▶ **To do**
A faithful retyping of every entry below is wanted, with images left out.

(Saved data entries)
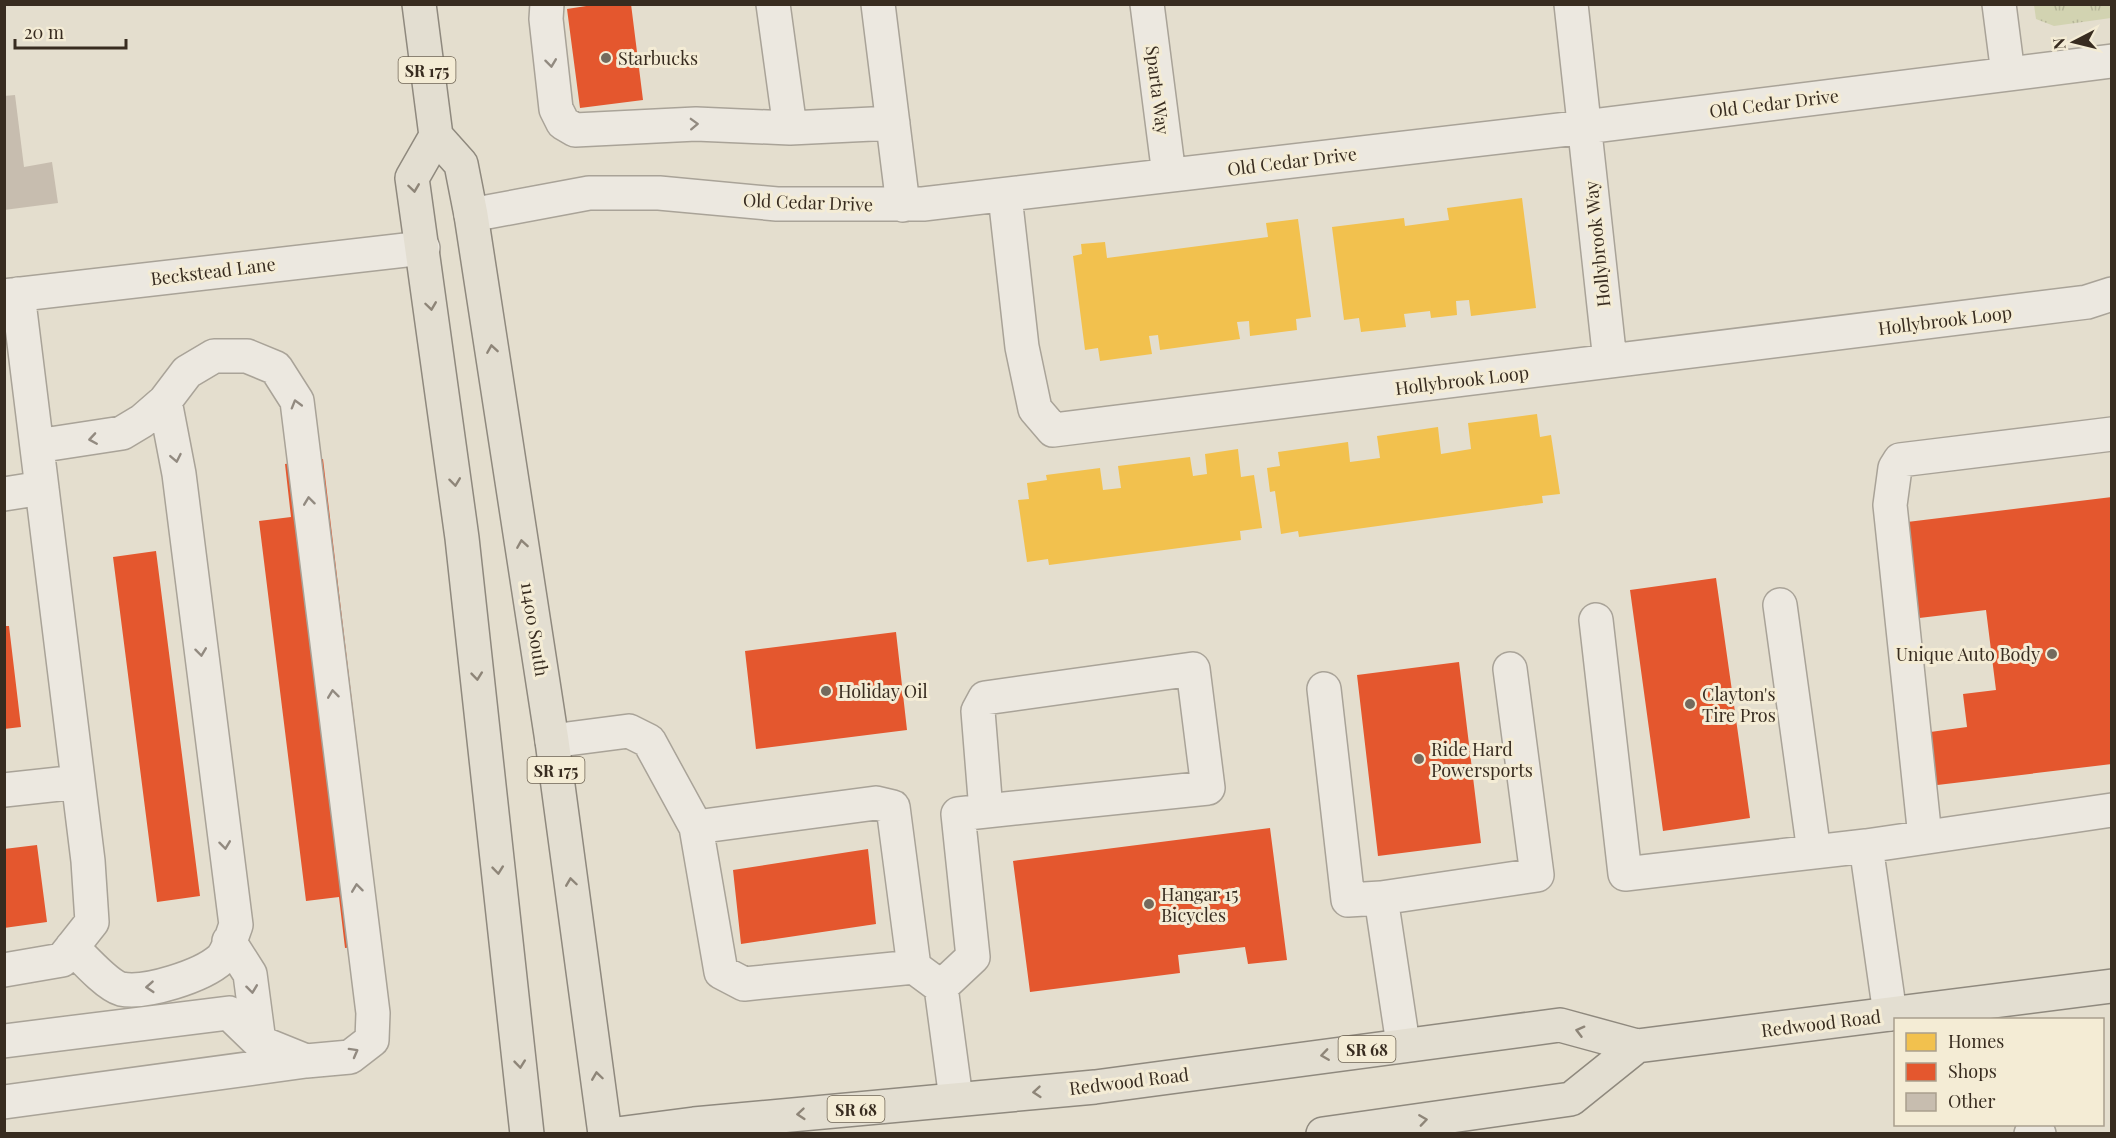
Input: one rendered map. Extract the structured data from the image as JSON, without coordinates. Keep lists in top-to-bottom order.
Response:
{
  "streets": {
    "main road": [
      "SR 175",
      "11400 South",
      "Redwood Road",
      "SR 68"
    ],
    "street": [
      "Sparta Way",
      "Old Cedar Drive",
      "Hollybrook Way",
      "Beckstead Lane",
      "Hollybrook Loop"
    ]
  },
  "crossings": [
    ["SR 175", "11400 South"],
    ["Sparta Way", "Old Cedar Drive"],
    ["Old Cedar Drive", "Hollybrook Way"],
    ["Old Cedar Drive", "Hollybrook Loop"],
    ["Old Cedar Drive", "11400 South"],
    ["Hollybrook Way", "Hollybrook Loop"]
  ],
  "places": [
    "Starbucks",
    "Unique Auto Body",
    "Holiday Oil",
    "Clayton's Tire Pros",
    "Ride Hard Powersports",
    "Hangar 15 Bicycles"
  ],
  "legend": ["Homes", "Shops", "Other"],
  "scale_bar": "20 m",
  "north": "left"
}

▶ **Written solution**
Input: one rendered map. Extract the structured data from the image as JSON, without coordinates. Keep lists in top-to-bottom order.
Response:
{
  "streets": {
    "main road": [
      "SR 175",
      "11400 South",
      "Redwood Road",
      "SR 68"
    ],
    "street": [
      "Sparta Way",
      "Old Cedar Drive",
      "Hollybrook Way",
      "Beckstead Lane",
      "Hollybrook Loop"
    ]
  },
  "crossings": [
    ["SR 175", "11400 South"],
    ["Sparta Way", "Old Cedar Drive"],
    ["Old Cedar Drive", "Hollybrook Way"],
    ["Old Cedar Drive", "Hollybrook Loop"],
    ["Old Cedar Drive", "11400 South"],
    ["Hollybrook Way", "Hollybrook Loop"]
  ],
  "places": [
    "Starbucks",
    "Unique Auto Body",
    "Holiday Oil",
    "Clayton's Tire Pros",
    "Ride Hard Powersports",
    "Hangar 15 Bicycles"
  ],
  "legend": ["Homes", "Shops", "Other"],
  "scale_bar": "20 m",
  "north": "left"
}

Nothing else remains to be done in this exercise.